Goal imagery is abstract imagery whose referent is brought into correspondence with the goal description by the AI's actions. Question imagery is also abstract imagery, since the answer is not yet known, but question imagery has a more open-ended satisfaction criterion. Goal imagery tends to want its referent to take on a specific value; question imagery tends to want its referent to take on any value. Question imagery for "the outcome of event E" attracts any thoughts about the outcome of event E; it is the agnostic question "What, if anything, is the predicted outcome of E?" Goal imagery for "the outcome of event E" tends to require some specific outcome for E.

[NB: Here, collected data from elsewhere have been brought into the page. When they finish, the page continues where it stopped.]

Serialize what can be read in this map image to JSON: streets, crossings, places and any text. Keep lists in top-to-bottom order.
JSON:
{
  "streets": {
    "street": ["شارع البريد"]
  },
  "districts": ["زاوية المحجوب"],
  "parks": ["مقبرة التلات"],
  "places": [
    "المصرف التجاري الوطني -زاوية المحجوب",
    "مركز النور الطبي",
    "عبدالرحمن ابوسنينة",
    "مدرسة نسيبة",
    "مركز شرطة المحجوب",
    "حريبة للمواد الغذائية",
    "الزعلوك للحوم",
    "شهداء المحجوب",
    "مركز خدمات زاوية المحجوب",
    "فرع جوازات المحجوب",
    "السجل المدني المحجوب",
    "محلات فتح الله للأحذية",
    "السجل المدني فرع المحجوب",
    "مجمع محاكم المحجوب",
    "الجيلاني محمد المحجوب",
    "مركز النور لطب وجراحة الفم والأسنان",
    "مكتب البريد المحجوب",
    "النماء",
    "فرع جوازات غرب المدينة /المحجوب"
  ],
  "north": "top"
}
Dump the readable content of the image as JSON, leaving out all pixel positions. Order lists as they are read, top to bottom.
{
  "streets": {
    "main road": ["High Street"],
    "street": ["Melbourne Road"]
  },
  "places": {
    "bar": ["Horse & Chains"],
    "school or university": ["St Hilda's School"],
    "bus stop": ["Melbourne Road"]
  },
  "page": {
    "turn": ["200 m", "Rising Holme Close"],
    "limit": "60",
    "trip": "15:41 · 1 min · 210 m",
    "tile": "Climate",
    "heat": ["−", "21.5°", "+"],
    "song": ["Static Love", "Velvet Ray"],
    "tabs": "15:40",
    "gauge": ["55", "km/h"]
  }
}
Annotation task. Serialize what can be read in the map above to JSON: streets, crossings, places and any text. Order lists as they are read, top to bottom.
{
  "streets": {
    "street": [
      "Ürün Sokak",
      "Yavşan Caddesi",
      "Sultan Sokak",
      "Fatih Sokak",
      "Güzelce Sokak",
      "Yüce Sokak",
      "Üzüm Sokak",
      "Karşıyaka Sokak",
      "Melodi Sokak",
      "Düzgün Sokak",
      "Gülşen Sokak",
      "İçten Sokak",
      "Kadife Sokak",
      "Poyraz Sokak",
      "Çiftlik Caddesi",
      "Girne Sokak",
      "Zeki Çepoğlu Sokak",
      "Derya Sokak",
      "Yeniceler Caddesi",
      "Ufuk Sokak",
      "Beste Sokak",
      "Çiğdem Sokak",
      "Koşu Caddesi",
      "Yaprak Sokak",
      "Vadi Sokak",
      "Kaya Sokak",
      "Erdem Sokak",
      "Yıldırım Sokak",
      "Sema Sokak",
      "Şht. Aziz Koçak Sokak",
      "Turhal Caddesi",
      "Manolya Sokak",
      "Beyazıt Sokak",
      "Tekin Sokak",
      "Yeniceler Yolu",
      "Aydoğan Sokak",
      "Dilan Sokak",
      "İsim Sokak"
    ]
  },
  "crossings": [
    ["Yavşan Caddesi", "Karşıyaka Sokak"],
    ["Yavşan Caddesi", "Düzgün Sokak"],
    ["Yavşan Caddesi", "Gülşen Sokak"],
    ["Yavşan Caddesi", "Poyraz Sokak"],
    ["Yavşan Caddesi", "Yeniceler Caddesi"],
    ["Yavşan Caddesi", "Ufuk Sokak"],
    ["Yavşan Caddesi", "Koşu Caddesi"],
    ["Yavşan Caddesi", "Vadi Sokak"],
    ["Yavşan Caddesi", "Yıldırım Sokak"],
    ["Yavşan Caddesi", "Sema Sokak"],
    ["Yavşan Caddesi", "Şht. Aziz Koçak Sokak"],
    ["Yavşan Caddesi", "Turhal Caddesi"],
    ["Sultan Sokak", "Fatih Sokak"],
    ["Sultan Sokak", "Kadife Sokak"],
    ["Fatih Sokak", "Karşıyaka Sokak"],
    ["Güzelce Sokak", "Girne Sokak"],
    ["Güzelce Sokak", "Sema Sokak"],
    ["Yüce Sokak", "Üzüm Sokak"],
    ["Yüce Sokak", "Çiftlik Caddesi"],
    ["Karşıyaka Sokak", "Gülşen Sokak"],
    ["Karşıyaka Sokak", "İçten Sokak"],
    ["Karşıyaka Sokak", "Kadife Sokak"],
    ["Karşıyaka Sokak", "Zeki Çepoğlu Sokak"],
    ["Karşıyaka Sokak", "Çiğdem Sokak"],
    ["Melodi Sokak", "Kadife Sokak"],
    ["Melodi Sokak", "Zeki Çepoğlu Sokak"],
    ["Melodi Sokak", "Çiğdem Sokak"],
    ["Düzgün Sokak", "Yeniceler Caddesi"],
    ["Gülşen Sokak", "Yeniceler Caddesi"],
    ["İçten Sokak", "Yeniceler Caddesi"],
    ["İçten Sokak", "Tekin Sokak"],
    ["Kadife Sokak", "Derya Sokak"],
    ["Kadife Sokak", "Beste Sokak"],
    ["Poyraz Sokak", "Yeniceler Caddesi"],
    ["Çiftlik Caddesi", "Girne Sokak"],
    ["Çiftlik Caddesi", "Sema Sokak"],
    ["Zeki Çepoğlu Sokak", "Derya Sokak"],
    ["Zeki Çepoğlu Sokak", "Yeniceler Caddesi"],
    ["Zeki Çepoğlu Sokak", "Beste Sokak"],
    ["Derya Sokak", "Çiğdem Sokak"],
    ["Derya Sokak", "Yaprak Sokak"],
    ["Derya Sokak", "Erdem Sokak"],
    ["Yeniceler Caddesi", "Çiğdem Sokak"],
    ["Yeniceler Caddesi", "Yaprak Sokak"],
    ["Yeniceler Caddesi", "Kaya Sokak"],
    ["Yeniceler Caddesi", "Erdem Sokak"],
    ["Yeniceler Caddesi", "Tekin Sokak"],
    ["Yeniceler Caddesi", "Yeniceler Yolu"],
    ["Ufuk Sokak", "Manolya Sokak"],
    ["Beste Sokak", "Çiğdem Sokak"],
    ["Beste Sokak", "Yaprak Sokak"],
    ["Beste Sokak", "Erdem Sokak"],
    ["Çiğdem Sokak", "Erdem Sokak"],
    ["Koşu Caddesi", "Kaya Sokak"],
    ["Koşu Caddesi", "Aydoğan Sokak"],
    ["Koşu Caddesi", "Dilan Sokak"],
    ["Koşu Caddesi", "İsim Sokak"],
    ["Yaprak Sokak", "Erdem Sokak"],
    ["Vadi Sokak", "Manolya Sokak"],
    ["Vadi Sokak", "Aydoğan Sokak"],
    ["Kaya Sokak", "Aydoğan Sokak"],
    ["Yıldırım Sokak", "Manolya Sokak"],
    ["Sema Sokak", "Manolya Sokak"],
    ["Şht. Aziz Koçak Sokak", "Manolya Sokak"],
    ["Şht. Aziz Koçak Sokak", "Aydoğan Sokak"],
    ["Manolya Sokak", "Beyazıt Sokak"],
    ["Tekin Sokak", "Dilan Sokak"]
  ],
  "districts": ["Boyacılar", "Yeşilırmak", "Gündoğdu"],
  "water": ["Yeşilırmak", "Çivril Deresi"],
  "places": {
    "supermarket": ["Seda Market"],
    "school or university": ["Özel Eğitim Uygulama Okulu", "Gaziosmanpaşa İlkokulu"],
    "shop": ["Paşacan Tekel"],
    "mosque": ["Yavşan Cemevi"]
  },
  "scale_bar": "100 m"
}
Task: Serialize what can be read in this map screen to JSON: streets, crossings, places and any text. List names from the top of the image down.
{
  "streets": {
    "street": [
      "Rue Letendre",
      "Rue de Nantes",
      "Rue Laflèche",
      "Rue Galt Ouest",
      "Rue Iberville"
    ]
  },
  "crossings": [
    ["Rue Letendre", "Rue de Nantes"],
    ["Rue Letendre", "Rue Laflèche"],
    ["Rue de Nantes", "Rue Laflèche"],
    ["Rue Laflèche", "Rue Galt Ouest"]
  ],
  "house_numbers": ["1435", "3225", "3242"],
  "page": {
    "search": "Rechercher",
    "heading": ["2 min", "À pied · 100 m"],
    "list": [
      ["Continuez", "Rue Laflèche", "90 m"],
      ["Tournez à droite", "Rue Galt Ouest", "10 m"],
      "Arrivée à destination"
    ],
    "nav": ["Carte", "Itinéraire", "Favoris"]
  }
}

The creation of question imagery is one of the major contributing factors to the continuity of thought sequences, and therefore necessary for deliberation. However, just as goal imagery must affect actual decisions and actual actions before we concede that the AI has something which deserves to be called a "goal", question imagery must affect actual thoughts - actual sequiturs and actual verifiers - to be considered a cognitively real question. If there is salient question imagery for "the outcome of event E", it becomes the target of sequiturs that search for beliefs about implication or causation whose antecedents are satisfied by aspects of E; in other words, sequiturs searching for beliefs of the form "E usually leads to F" or "E causes F". If there is open question imagery for "the cause of the Y-ness of X", and a thought suggested for some other reason happens to intersect with "the cause of the Y-ness of X", the thought resonates strongly and will rise to the surface of cognition.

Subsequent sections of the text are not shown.